Metasurface lenses, or metalenses, offer advantages such as miniaturization, lightweight design, and ease of integration, making them an effective alternative to traditional lenses in micro-nano optical systems. These lenses not only focus light fields but also enable high-degree-of-freedom manipulation over multiple dimensions of light field. As a result, they are highly applicable in areas such as sub-wavelength resolution imaging, virtual reality, optical information processing, and light field detection. Currently, dynamic control of light focusing remains a major scientific challenge in metalens research. Previous studies have demonstrated that dynamic focusing can be achieved by incorporating mechanically stretchable substrates, utilizing dual-layer lens designs, or integrating materials with tunable optical properties—such as phase-change materials—into the metasurface. However, enhancing the modulation depth and speed of light focusing with metasurfaces continues to be an active research area.

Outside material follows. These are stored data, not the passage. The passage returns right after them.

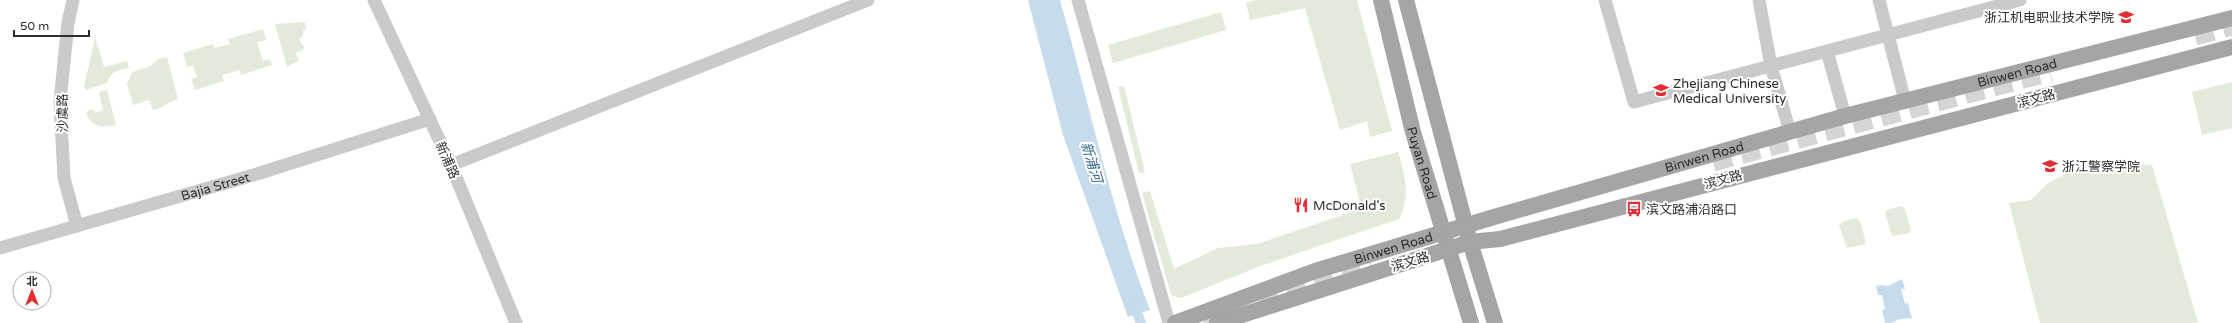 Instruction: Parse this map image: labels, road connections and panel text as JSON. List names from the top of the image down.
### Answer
{
  "streets": {
    "main road": ["Binwen Road", "滨文路", "Puyan Road"],
    "street": ["沙虞路", "新浦路", "Bajia Street"]
  },
  "crossings": [
    ["Binwen Road", "Puyan Road"],
    ["滨文路", "Puyan Road"],
    ["沙虞路", "Bajia Street"],
    ["新浦路", "Bajia Street"]
  ],
  "water": ["新浦河"],
  "places": {
    "school or university": ["浙江机电职业技术学院", "Zhejiang Chinese Medical University", "浙江警察学院"],
    "restaurant": ["McDonald's"],
    "bus stop": ["滨文路浦沿路口"]
  },
  "scale_bar": "50 m",
  "north": "top"
} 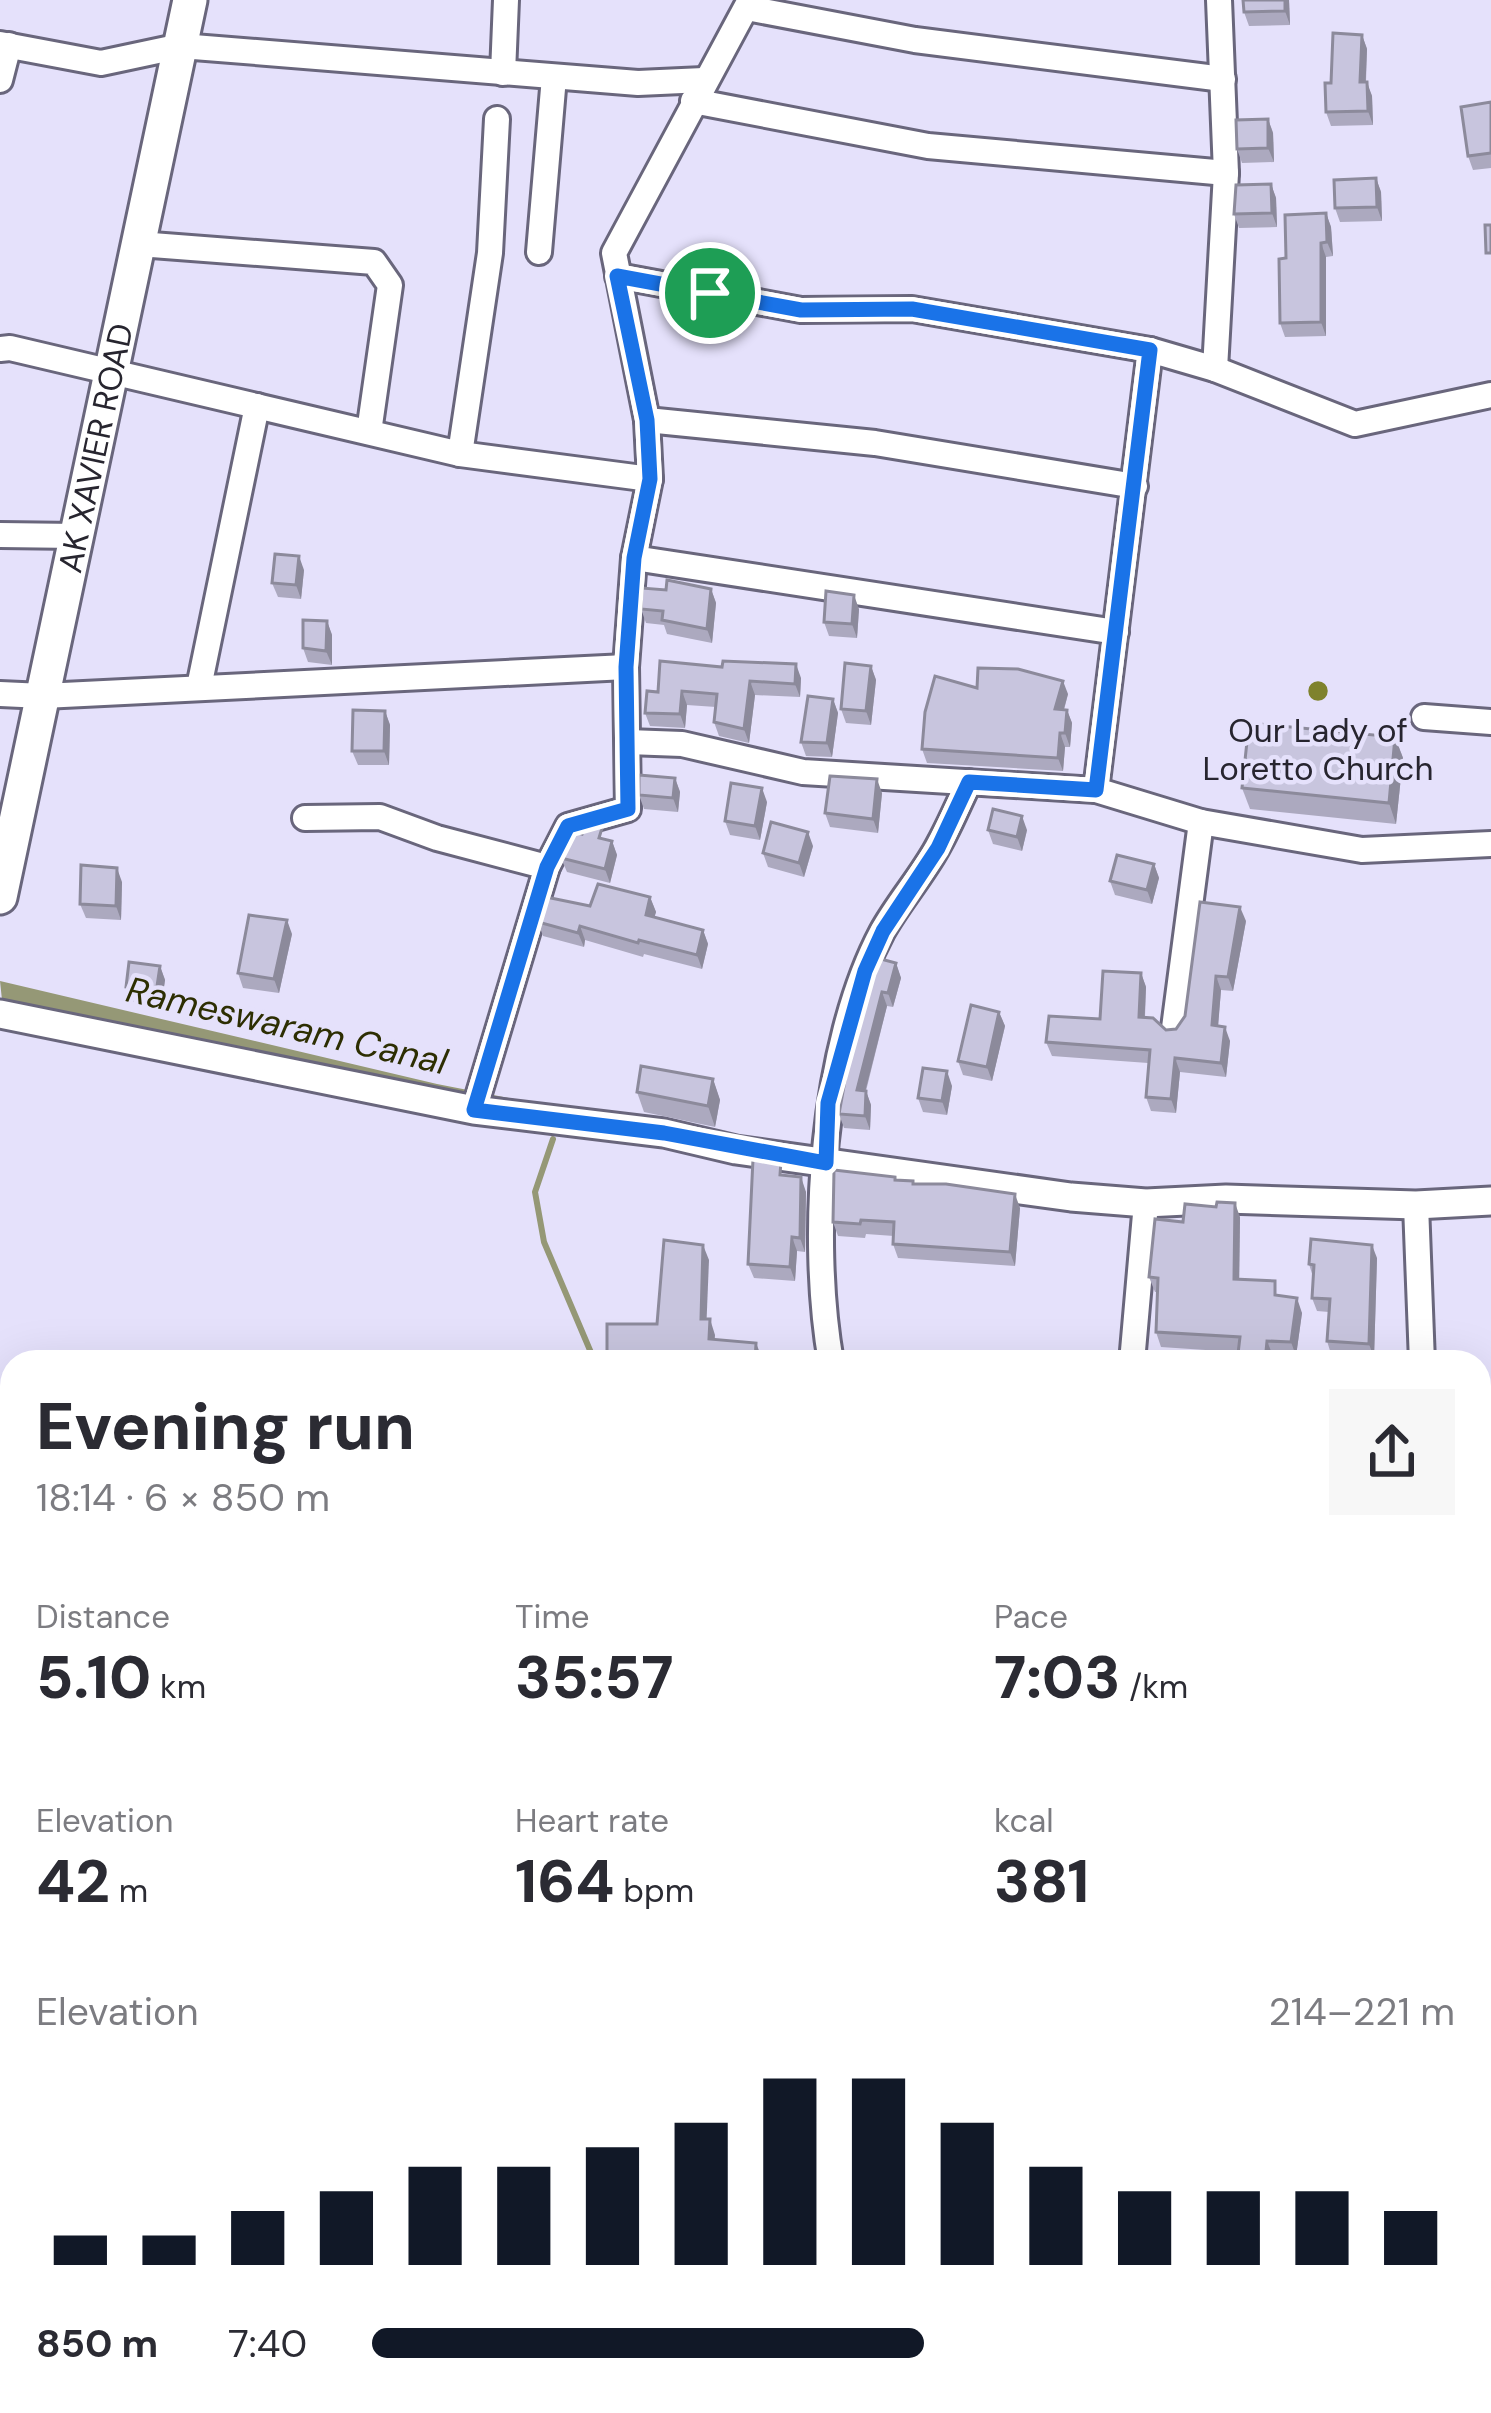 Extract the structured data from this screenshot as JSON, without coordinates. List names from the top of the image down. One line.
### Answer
{"streets":{"main road":["AK XAVIER ROAD"]},"water":["Rameswaram Canal"],"places":["Our Lady of Loretto Church"],"page":{"heading":["Evening run","18:14 · 6 × 850 m"],"stats":[["Distance","5.10 km"],["Time","35:57"],["Pace","7:03 /km"],["Elevation","42 m"],["Heart rate","164 bpm"],["kcal","381"]],"chart":["Elevation","214–221 m"],"list":[{"name":"850 m","note":"7:40"}]}} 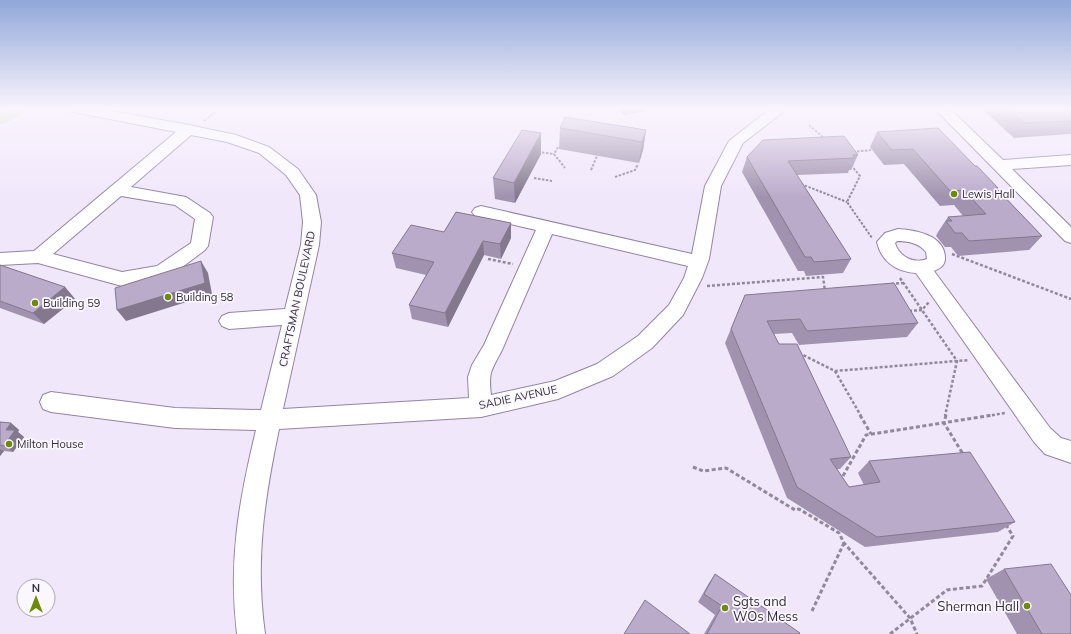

Lithium niobate (LN) is an ideal material for integrated photonic devices, owing to its broad transparency window, high refractive index, large electro-optic coefficient, and excellent chemical and mechanical stability. It enables refractive index modulation at extremely high speeds (up to 100 GHz), making it widely utilized in on-chip ultrafast electro-optic modulators. Recent studies have shown that integrating thin-film lithium niobate (TFLN) into metasurface designs allows dynamic control over the phase and amplitude of light fields, offering a powerful approach for optical switches and reconfigurable wavefront control. The proposed method of dynamically controlling light focusing using a TFLN-based metasurface design is crucial for achieving high-speed light focusing control.

Based on the aforementioned research background, Professor Shuqi Chen's research group at Nankai University has proposed an electro-controlled metasurface based on TFLN to realize electrically controlled light focusing. The designed metasurface features a high-quality factor guided-mode resonance with an electrically controllable resonant wavelength, resulting in a high extinction ratio of transmittance at the operational wavelength by changing the applied voltage. A reconfigurable one-dimensional Fresnel zone plate (FZP) with a focusing efficiency around 15% has been realized through spatial modulation of transmitted light intensity, whose focal position can be electrically tunable in both longitudinal and lateral directions. The research results are published in Chinese Optics Letters, Vol. 22, Issue 12, 2024: Haoyu Wang, Zhancheng Li, Wenwei Liu, Yuebian Zhang, Hua Cheng, and Shuqi Chen. Electrically controlled light focusing by a tunable metasurface using thin film lithium niobate[J]. Chinese Optics Letters, 2024, 22(12): 123601.

Fig. 1. Electro-controlled metasurface based on TFLN for transmission control and light focusing. (a) Schematic diagram of the electro-controlled metasurface based on TFLN. (b) Transmittance manipulation achieved through the electro-optic effect of lithium niobate. (c) Reconfigurable light focusing achieved by modulating the spatial distribution of transmittance.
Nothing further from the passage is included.